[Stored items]
=== Begin Enclosure ===

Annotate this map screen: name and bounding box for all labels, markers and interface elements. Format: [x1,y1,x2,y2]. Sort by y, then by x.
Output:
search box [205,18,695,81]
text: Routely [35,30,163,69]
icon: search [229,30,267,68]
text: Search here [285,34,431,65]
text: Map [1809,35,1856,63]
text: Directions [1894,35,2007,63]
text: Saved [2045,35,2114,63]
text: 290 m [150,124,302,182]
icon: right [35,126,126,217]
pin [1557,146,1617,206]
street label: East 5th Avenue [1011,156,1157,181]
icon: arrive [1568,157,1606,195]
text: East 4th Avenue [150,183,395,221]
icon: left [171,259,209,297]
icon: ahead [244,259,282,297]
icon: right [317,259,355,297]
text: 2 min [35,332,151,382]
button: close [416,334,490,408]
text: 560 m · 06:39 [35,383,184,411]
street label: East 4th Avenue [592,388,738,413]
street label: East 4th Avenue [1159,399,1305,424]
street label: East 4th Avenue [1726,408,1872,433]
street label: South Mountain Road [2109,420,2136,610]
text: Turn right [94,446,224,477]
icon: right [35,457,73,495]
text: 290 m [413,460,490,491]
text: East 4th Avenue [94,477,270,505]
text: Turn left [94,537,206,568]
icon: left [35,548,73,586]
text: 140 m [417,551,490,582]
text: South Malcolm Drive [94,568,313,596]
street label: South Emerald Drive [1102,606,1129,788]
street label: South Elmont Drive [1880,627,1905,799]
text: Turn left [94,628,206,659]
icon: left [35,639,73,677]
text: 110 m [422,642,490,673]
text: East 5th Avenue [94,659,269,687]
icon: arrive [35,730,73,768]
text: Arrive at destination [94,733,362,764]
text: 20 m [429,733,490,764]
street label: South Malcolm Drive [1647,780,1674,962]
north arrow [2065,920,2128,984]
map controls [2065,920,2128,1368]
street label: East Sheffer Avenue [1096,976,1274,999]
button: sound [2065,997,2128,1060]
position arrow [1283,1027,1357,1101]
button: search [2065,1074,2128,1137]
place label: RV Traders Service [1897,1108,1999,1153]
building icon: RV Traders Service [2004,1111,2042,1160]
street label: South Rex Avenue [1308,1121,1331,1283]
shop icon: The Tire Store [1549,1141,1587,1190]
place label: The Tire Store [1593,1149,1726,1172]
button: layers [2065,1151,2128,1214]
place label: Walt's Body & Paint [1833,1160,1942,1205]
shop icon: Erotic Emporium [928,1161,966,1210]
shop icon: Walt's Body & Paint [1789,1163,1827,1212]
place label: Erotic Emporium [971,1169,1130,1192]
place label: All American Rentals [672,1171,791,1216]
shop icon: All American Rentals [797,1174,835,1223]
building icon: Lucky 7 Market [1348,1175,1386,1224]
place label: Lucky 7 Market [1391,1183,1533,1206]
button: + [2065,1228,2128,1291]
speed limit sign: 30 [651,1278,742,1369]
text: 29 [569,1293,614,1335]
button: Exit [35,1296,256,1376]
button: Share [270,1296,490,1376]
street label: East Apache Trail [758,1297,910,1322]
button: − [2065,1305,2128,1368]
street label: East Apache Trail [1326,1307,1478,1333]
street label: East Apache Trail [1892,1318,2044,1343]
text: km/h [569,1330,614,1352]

=== End Enclosure ===

Problem details: Collect from the data above every line that includes "Apache".

Solution for this exercise:
street label: East Apache Trail [758,1297,910,1322]
street label: East Apache Trail [1326,1307,1478,1333]
street label: East Apache Trail [1892,1318,2044,1343]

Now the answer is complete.